### TASK TO CARRY OUT:
All that is needed is an exact copy of the lines from the beginning of the data below through the line containing "height:3px; margin-top:-1.5px; transform-origin:0;", minus the pictures.

### RAW DATA:
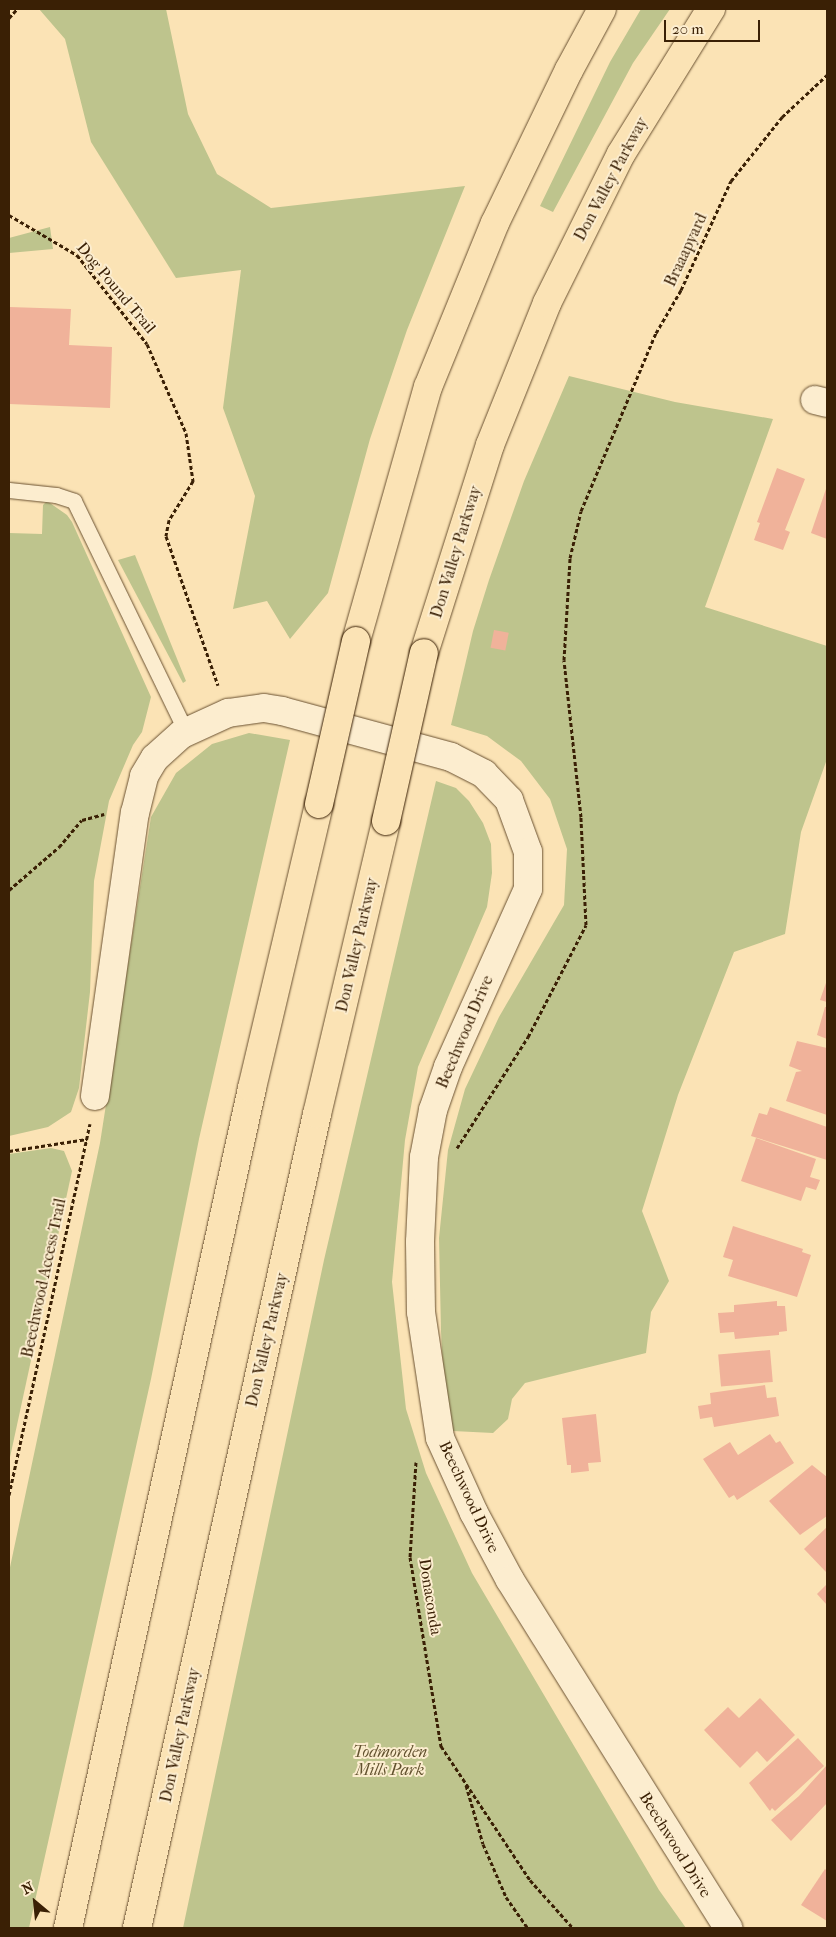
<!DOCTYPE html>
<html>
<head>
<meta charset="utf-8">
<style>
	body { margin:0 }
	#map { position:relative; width:836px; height:1937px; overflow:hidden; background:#fbe3b5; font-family:"IM FELL French Canon",serif }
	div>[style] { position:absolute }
	.green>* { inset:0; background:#bec48d }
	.building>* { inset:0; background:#f0b29a; transform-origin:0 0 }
	.path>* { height:3px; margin-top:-1.5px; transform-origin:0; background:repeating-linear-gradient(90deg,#3a2005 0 4px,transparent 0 6.5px) }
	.roads { filter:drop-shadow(0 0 1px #6a5131) drop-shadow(0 0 1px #6a5131) }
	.service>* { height:15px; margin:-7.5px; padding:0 7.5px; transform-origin:7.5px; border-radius:7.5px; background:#fcedcf }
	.minor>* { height:28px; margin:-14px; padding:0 14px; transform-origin:14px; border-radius:14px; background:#fcedcf }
	.motorway>* { height:28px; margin:-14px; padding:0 14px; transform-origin:14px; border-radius:14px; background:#fbe3b5 }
	.bridges { filter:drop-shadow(0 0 1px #3a2005) drop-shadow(0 0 1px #3a2005) }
	.motorway-bridge>* { height:28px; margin:-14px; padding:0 14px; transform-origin:14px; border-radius:14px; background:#fbe3b5 }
	span { translate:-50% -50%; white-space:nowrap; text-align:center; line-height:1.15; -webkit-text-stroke:4px #fcedcf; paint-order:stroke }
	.street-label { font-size:16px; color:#3a2005 }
	.park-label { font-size:16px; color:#62512e; font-style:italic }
	.frame { position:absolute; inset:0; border:10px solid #3a2005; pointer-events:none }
	.north { position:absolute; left:10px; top:1877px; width:50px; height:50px; -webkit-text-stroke:4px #fcedcf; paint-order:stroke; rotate:332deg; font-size:14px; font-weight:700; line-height:20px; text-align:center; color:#3a2005 }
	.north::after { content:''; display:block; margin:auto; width:18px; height:22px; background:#3a2005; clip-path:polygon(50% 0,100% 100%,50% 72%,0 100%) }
	.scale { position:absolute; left:664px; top:20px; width:96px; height:22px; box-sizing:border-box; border:2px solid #3a2005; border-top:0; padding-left:6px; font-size:15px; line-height:18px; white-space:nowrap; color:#3a2005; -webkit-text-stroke:4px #fcedcf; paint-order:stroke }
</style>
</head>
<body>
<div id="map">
	<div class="green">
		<i style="clip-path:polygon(39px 9px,166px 9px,188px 114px,217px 174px,271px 208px,465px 186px,407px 330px,370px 439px,328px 593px,290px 639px,267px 601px,233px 609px,255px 496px,223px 408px,241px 270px,176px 278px,91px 142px,65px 39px)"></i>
		<i style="clip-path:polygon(641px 9px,670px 9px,633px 63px,553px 212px,540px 206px,610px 62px)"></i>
		<i style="clip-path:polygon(50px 227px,53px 249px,9px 253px,9px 238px)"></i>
		<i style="clip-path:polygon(569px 376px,675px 402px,773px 419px,705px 607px,827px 646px,827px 759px,801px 832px,785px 934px,734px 952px,678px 1095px,642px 1211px,669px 1281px,651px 1312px,646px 1353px,525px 1383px,512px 1399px,508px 1419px,493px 1433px,453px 1431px,444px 1389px,441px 1331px,439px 1238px,448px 1150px,465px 1089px,499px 1017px,564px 905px,567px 849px,550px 799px,521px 761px,487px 736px,451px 725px,473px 631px,489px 580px,524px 481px)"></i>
		<i style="clip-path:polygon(47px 501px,67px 515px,72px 522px,151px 697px,142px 732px,133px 745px,109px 801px,94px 881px,90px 992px,79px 1088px,71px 1112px,48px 1127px,9px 1136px,9px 533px,42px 534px,43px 505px)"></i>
		<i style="clip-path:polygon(135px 555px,186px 681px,183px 683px,118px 560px)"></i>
		<i style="clip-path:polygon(249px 733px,290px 740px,199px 1139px,151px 1379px,29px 1928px,9px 1928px,9px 1572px,100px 1143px,151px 817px,176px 773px,212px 744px)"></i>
		<i style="clip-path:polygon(436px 781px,456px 788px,469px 801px,483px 823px,491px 844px,492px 873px,487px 907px,418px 1067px,405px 1140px,392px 1282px,406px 1409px,426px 1473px,472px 1573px,659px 1890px,686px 1928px,183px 1928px,324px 1260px)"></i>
		<i style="clip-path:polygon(51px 1148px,64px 1151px,72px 1171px,9px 1462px,9px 1154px)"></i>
	</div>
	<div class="building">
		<i style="clip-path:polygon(9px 307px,71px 309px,69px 345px,112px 347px,110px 408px,9px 404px)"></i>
		<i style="clip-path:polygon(777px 468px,805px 479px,785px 530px,790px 532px,783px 550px,754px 540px,760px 523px,757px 522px)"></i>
		<i style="clip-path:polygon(827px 486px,827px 539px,811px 533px)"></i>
		<i style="left:494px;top:630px;width:15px;height:18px;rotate:11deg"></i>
		<i style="clip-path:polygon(827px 980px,827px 1002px,820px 1000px)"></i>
		<i style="clip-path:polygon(825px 1007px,827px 1007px,827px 1039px,817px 1035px)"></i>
		<i style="clip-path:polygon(797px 1041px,827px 1048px,827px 1115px,786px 1101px,796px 1072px,802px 1071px,789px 1066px)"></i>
		<i style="clip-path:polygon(770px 1107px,827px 1127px,827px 1160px,751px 1136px,759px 1113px,767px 1115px)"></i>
		<i style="clip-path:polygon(756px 1138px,816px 1159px,810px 1177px,820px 1180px,816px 1190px,806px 1187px,801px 1201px,741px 1181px)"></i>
		<i style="clip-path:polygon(733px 1226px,803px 1249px,802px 1252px,811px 1255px,797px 1297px,728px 1276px,733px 1260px,723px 1257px)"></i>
		<i style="clip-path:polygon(777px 1301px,777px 1306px,785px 1306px,787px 1331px,779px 1332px,779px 1335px,735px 1339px,734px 1332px,720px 1333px,718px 1313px,734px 1312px,734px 1305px)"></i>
		<i style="left:770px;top:1350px;width:32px;height:52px;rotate:85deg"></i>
		<i style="clip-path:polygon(765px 1385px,767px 1398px,776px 1397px,779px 1416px,714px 1427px,712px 1417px,700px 1419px,698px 1406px,711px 1404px,710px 1393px)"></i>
		<i style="clip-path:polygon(596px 1414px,601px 1462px,588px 1463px,589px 1471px,571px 1473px,571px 1465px,567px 1465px,562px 1418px)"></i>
		<i style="clip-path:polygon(770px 1434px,776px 1443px,780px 1441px,794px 1463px,737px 1500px,734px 1495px,729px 1498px,703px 1459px,730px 1442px,738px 1455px)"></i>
		<i style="clip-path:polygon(812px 1465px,827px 1477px,827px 1516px,800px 1535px,769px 1501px)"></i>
		<i style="clip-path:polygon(827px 1527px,827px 1571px,826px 1572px,804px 1549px)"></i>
		<i style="clip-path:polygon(827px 1584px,827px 1605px,817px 1594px)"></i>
		<i style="clip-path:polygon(760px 1698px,795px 1735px,767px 1762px,757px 1751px,740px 1768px,704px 1730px,728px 1707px,739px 1718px)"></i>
		<i style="clip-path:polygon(798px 1738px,824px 1766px,775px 1811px,772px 1808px,770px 1811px,749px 1783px)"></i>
		<i style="clip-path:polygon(827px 1765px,827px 1803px,791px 1841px,771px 1820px,799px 1796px)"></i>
		<i style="clip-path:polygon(825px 1869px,827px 1871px,827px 1921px,801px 1905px)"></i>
	</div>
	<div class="path">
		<i style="left:9px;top:18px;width:12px;rotate:-48deg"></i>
		<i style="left:9px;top:215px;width:79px;rotate:30.5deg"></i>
		<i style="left:77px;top:255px;width:113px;rotate:51.8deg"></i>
		<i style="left:147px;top:344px;width:97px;rotate:66.3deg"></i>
		<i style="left:186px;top:433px;width:49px;rotate:81.7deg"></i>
		<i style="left:193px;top:481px;width:46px;rotate:121.6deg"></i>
		<i style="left:169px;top:520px;width:16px;rotate:101deg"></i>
		<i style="left:166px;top:536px;width:158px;rotate:70.8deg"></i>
		<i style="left:9px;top:890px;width:66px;rotate:-40.7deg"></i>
		<i style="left:59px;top:847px;width:35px;rotate:-50deg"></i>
		<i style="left:82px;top:820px;width:23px;rotate:-15deg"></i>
		<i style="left:457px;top:1148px;width:132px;rotate:-57.4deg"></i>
		<i style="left:528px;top:1037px;width:126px;rotate:-62.6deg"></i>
		<i style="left:586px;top:925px;width:108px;rotate:-92.7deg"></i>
		<i style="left:581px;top:817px;width:158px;rotate:-96.2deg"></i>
		<i style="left:564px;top:660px;width:102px;rotate:-86.6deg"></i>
		<i style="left:570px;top:558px;width:48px;rotate:-76.8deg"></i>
		<i style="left:581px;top:511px;width:193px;rotate:-67.2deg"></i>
		<i style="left:656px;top:333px;width:50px;rotate:-59.8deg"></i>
		<i style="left:681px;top:290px;width:120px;rotate:-65.4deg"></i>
		<i style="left:731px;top:181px;width:82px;rotate:-51.4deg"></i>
		<i style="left:782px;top:117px;width:62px;rotate:-43deg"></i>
		<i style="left:9px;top:1151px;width:79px;rotate:-8.7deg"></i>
		<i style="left:416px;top:1462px;width:95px;rotate:93.6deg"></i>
		<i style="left:410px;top:1557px;width:192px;rotate:80.7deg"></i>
		<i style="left:441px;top:1746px;width:161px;rotate:56.4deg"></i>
		<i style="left:530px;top:1880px;width:64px;rotate:48.1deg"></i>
		<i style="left:9px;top:1495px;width:380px;rotate:-77.7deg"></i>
		<i style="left:466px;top:1785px;width:61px;rotate:73.9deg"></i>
		<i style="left:483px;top:1844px;width:58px;rotate:66.5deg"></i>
		<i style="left:506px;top:1897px;width:38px;rotate:55deg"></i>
	</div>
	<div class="roads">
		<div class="service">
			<i style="left:9px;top:490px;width:47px;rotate:6.1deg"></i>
			<i style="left:56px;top:495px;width:19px;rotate:18deg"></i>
			<i style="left:74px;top:501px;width:257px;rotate:64.1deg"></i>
		</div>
		<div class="minor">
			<i style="left:815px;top:400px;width:12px;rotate:14deg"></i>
			<i style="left:95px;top:1096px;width:286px;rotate:-82deg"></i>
			<i style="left:135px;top:813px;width:38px;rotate:-76deg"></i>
			<i style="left:144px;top:776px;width:21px;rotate:-59deg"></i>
			<i style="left:155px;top:758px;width:36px;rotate:-42deg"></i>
			<i style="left:182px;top:734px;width:51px;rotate:-24.5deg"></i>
			<i style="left:228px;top:713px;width:36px;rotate:-8deg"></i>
			<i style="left:264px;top:708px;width:18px;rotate:9deg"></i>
			<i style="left:282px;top:711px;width:175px;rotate:15.2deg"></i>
			<i style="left:451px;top:757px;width:37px;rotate:27deg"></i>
			<i style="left:484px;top:774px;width:36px;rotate:46deg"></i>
			<i style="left:509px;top:800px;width:55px;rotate:69.9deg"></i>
			<i style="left:528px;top:852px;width:37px;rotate:90deg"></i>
			<i style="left:528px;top:889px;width:195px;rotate:114.2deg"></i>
			<i style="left:448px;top:1067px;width:46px;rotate:109.2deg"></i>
			<i style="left:433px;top:1110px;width:48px;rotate:100.8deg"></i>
			<i style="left:424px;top:1157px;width:85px;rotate:92.7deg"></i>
			<i style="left:420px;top:1242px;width:70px;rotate:89.2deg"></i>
			<i style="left:421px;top:1312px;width:127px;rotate:81.4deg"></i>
			<i style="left:440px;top:1438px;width:82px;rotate:65.6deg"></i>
			<i style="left:474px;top:1513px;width:76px;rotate:61.8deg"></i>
			<i style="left:510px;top:1580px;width:411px;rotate:57.9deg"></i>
		</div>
		<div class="motorway">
			<i style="left:356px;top:641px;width:264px;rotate:-74.2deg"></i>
			<i style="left:428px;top:387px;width:177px;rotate:-67.8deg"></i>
			<i style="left:495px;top:223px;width:170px;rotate:-64.2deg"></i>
			<i style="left:569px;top:70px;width:69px;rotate:-61.6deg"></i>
			<i style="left:424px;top:653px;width:218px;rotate:-72.4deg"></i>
			<i style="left:490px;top:445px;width:153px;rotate:-68.1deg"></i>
			<i style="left:547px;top:303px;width:166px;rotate:-63.6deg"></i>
			<i style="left:621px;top:154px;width:171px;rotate:-58.2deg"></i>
			<i style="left:68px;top:1928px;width:860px;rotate:-77.64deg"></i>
			<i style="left:252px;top:1088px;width:292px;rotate:-76.7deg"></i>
			<i style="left:137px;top:1928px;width:834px;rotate:-77.53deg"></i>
			<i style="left:317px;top:1114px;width:301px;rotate:-76.7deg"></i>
		</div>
	</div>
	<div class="bridges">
		<div class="motorway-bridge">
			<i style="left:319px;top:804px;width:167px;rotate:-77.2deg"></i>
			<i style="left:386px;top:821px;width:172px;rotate:-77.3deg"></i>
		</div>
	</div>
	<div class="street-label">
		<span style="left:611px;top:179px;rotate:-62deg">Don Valley Parkway</span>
		<span style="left:686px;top:250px;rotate:-65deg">Braaapyard</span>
		<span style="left:116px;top:288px;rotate:50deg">Dog Pound Trail</span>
		<span style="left:456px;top:552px;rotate:-73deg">Don Valley Parkway</span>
		<span style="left:357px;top:945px;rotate:-77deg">Don Valley Parkway</span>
		<span style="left:465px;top:1032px;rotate:-67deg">Beechwood Drive</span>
		<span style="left:44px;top:1278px;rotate:-78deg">Beechwood Access Trail</span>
		<span style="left:267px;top:1340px;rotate:-77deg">Don Valley Parkway</span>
		<span style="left:469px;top:1497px;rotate:65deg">Beechwood Drive</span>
		<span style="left:430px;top:1597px;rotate:81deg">Donaconda</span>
		<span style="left:180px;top:1735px;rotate:-78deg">Don Valley Parkway</span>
		<span style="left:675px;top:1845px;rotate:58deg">Beechwood Drive</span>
	</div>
	<div class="park-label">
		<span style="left:390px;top:1761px">Todmorden<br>Mills Park</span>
	</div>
	<div class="frame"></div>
	<div class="north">N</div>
	<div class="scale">20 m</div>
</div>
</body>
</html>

### ANSWER TO THIS TASK:
<!DOCTYPE html>
<html>
<head>
<meta charset="utf-8">
<style>
	body { margin:0 }
	#map { position:relative; width:836px; height:1937px; overflow:hidden; background:#fbe3b5; font-family:"IM FELL French Canon",serif }
	div>[style] { position:absolute }
	.green>* { inset:0; background:#bec48d }
	.building>* { inset:0; background:#f0b29a; transform-origin:0 0 }
	.path>* { height:3px; margin-top:-1.5px; transform-origin:0; background:repeating-linear-gradient(90deg,#3a2005 0 4px,transparent 0 6.5px) }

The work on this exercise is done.